RELATED: Keep Bots Out of Your Sales with Exclusive, Invite-only Access
Scalping bots are becoming more sophisticated, easier to access, and are costing companies more money with each passing year.
The brands that’ve struggled with bots for years, such as Nike, Ticketmaster, Sony, and Walmart, know the threat of bots and are working hard to protect against them. But it’s no longer just big ticketing and sneaker sites that are facing bots.

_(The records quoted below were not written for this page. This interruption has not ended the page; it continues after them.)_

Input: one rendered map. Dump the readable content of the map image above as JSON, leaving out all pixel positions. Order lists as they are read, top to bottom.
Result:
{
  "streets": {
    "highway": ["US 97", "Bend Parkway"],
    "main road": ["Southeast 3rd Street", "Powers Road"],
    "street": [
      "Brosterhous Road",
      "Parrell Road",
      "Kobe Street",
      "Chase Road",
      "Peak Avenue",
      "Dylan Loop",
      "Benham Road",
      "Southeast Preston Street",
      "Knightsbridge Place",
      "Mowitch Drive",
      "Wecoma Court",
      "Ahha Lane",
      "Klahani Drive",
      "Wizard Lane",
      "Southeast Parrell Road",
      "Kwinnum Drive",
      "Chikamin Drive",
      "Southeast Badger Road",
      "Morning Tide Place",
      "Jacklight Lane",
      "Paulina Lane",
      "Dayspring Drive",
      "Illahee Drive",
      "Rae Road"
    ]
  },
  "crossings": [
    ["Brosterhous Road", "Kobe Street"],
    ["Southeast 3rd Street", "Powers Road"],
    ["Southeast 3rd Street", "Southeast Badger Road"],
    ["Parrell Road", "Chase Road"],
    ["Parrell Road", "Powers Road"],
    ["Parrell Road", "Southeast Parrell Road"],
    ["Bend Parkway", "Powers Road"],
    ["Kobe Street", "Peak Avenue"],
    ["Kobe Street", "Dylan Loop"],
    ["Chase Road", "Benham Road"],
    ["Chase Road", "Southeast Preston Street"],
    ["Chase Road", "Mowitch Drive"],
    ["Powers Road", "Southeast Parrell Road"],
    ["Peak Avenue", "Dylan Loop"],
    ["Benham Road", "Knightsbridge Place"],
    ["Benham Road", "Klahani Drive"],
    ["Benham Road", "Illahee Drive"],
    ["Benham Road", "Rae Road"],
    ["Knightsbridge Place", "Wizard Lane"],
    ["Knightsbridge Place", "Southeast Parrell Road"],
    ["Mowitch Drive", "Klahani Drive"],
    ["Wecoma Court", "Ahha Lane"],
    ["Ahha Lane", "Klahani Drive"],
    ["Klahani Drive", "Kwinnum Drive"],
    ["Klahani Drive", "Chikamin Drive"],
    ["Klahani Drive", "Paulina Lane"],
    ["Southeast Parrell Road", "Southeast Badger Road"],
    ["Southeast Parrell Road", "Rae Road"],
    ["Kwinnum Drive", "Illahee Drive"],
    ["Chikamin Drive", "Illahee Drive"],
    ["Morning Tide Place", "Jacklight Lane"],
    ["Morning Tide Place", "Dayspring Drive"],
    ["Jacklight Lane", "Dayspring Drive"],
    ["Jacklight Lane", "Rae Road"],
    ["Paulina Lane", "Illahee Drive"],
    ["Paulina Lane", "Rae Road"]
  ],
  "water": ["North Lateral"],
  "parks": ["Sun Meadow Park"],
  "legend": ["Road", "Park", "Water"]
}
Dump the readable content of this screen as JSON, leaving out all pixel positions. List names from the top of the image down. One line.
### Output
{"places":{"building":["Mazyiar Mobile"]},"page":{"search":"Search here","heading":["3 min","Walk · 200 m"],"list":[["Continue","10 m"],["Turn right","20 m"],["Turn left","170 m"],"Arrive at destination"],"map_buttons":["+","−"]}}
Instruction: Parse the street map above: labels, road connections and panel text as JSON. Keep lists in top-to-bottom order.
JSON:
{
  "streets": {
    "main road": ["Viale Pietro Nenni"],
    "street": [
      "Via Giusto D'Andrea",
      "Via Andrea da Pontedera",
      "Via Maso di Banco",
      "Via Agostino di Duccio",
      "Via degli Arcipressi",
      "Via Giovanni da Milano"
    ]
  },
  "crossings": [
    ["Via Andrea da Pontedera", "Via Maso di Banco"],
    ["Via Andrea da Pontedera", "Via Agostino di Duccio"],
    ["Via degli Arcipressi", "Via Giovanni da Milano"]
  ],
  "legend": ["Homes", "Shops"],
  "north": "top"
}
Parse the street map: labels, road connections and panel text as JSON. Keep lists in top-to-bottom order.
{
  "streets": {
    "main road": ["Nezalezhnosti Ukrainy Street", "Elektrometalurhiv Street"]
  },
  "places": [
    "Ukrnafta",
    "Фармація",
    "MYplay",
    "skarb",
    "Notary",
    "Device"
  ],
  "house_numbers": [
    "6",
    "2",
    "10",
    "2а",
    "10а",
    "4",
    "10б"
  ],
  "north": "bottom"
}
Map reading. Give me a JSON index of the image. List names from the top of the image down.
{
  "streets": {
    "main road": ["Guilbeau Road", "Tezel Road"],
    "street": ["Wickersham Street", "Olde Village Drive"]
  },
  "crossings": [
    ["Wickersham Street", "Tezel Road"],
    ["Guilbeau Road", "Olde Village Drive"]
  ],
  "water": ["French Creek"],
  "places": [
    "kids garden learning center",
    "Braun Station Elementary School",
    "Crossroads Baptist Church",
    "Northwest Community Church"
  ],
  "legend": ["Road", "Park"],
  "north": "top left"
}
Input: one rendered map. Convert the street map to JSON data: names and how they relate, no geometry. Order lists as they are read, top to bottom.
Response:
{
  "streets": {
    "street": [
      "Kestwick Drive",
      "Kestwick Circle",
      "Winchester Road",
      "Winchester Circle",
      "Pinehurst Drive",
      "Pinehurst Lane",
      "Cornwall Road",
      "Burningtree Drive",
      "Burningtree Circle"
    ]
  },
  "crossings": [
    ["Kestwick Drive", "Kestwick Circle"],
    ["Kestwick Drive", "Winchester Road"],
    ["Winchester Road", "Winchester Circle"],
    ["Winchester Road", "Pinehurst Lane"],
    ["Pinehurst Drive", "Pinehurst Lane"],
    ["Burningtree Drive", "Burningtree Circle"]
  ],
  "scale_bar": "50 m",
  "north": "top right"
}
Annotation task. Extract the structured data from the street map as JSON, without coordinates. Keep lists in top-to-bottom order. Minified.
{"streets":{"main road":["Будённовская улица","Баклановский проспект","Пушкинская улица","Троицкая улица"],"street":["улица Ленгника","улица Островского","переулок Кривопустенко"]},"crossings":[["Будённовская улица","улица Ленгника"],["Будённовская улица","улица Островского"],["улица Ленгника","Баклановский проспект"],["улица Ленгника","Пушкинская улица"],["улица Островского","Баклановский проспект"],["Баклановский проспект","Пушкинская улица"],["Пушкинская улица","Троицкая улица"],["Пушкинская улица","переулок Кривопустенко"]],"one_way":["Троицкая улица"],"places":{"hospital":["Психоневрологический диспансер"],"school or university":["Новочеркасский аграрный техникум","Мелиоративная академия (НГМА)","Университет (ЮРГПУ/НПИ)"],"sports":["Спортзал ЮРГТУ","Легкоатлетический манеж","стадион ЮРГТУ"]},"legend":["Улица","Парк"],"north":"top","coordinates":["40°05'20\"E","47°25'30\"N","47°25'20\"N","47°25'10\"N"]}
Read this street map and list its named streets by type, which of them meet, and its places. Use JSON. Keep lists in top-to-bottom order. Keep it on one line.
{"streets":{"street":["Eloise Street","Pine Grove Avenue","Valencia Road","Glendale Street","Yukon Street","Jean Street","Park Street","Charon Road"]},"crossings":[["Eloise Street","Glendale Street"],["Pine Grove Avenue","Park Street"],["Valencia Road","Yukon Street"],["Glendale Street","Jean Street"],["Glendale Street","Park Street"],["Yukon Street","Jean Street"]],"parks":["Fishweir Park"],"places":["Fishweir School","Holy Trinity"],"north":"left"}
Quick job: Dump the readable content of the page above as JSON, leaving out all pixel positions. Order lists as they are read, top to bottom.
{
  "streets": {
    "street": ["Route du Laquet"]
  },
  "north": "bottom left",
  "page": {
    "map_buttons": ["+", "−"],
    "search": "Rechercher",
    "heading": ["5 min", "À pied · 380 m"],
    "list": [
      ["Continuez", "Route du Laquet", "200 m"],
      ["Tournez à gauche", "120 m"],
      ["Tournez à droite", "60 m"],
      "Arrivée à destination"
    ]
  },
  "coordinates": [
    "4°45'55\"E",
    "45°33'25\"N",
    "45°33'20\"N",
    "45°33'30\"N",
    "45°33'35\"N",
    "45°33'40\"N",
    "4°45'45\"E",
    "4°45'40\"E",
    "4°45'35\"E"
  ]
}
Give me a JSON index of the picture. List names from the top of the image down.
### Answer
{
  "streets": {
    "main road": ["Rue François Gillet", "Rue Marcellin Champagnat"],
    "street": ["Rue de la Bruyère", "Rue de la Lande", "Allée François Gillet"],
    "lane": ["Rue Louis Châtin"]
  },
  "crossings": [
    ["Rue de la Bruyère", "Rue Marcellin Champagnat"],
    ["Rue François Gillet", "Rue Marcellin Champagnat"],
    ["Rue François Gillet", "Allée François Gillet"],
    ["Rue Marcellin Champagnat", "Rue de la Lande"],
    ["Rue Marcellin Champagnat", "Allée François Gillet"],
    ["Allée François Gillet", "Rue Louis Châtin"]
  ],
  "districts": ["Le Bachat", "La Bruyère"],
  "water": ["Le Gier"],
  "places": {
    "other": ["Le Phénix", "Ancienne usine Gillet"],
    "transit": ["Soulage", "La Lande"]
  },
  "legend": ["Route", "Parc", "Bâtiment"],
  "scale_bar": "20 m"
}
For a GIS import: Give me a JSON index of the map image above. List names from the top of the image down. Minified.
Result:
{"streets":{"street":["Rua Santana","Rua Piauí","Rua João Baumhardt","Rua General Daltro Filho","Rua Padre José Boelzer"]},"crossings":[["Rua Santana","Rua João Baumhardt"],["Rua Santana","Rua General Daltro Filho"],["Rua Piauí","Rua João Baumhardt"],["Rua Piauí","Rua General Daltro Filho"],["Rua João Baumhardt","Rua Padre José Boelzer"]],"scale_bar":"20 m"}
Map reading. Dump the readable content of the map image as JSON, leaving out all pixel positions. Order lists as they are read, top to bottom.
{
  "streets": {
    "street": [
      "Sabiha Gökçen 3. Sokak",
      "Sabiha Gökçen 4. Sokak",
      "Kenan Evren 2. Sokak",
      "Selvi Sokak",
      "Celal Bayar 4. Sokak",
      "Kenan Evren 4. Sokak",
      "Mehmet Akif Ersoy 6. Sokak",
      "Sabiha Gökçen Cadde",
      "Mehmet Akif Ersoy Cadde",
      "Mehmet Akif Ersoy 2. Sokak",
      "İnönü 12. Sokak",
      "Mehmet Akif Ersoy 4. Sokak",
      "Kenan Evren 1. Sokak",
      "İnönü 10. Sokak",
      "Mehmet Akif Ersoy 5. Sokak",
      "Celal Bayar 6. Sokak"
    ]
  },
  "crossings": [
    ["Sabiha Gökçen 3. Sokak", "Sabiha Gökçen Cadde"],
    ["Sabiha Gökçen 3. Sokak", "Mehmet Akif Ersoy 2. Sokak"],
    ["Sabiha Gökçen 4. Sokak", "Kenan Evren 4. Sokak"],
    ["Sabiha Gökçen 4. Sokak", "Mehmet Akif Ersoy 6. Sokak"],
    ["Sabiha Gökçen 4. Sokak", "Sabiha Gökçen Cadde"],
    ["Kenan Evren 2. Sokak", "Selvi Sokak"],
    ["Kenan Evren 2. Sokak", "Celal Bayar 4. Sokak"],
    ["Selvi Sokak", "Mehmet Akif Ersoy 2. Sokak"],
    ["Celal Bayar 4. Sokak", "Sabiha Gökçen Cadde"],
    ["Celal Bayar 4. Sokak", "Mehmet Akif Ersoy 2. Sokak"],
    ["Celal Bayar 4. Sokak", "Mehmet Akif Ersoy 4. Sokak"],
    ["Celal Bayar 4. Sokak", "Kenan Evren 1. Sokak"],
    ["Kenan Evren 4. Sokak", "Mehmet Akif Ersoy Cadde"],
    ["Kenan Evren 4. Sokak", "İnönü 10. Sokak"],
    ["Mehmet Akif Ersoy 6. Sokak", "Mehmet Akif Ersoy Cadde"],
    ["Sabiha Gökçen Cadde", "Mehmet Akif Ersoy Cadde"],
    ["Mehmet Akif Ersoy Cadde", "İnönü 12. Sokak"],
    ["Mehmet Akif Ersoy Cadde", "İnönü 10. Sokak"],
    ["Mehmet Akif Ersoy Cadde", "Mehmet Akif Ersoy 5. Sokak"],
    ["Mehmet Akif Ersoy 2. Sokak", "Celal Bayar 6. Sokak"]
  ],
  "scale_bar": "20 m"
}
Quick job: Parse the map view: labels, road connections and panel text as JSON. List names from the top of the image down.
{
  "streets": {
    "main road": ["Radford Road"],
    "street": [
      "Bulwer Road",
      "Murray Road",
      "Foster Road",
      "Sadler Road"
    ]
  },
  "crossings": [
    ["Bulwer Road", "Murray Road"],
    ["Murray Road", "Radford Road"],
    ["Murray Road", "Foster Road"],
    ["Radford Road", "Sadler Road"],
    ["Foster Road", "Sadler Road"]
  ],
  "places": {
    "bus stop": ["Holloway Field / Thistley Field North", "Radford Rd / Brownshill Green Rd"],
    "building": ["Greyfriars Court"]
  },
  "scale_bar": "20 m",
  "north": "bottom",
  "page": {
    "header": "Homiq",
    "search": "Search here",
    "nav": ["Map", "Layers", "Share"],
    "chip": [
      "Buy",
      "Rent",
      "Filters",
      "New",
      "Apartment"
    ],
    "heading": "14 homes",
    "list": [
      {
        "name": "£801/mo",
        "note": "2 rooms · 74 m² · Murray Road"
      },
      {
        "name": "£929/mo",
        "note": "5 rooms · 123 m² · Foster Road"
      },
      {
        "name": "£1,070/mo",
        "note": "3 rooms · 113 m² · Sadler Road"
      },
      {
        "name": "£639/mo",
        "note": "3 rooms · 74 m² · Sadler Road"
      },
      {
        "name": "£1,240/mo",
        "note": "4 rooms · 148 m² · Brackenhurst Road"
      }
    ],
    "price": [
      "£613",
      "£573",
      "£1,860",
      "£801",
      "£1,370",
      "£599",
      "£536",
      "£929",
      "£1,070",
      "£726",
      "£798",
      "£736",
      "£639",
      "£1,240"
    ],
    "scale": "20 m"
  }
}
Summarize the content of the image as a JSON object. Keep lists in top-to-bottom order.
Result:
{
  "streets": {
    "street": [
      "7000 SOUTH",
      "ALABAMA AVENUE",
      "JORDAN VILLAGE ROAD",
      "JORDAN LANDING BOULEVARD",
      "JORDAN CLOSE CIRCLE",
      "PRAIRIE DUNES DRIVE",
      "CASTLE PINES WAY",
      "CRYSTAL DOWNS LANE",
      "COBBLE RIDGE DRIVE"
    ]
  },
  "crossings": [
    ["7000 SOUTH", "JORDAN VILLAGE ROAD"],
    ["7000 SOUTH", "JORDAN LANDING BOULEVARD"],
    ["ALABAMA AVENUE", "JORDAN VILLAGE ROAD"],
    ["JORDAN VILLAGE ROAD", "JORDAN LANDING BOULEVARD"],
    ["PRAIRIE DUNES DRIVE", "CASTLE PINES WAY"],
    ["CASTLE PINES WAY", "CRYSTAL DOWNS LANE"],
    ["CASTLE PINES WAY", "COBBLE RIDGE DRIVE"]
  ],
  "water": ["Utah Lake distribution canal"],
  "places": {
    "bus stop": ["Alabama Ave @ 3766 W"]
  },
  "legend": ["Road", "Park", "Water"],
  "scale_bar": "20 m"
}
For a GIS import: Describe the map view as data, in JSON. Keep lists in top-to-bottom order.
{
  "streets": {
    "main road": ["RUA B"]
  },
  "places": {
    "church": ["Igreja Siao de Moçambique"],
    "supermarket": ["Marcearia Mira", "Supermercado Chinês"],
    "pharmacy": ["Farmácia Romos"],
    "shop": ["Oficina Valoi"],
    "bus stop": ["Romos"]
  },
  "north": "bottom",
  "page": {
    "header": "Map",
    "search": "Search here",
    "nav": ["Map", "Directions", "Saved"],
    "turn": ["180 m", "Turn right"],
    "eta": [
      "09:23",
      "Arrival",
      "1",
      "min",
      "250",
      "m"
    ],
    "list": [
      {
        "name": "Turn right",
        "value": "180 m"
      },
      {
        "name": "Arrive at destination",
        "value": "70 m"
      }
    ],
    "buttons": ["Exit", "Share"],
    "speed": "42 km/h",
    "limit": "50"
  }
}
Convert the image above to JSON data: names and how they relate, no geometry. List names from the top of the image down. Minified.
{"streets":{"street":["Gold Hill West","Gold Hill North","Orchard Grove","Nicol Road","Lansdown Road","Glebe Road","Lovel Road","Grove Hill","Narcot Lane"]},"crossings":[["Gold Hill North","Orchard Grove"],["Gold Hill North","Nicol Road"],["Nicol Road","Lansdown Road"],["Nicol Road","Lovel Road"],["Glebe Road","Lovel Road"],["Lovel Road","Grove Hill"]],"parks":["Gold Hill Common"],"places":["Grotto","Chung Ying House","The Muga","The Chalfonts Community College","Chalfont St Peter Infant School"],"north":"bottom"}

Bot traffic is growing across ecommerce and is impacting small and large websites alike.
To summarize the key points you need to know about online scalper bots:
- Scalper bots are software designed to give users an unfair advantage while shopping online.
- They scan websites and execute lightning-fast purchases in massive volumes to clear out stock for resale on secondary markets.
- Scalping bots come in all shapes and sizes, from scraping bots to account creation bots to denial of inventory bots.
- You need a suite of bot mitigation tactics to stay on top of your bot problem, from CAPTCHAs to web traffic management to post-sale audits.
While there's no one-and-done solution to prevent every bot every time, there are many tools available to protect your ecommerce site from bots and the problems they bring with them.
It's important you evaluate your bot problem and take action, because as brands from Nike to Amazon to Sony to Foot Locker recognize, the fight against bots is a fight for your customers, your brand, and your bottom line.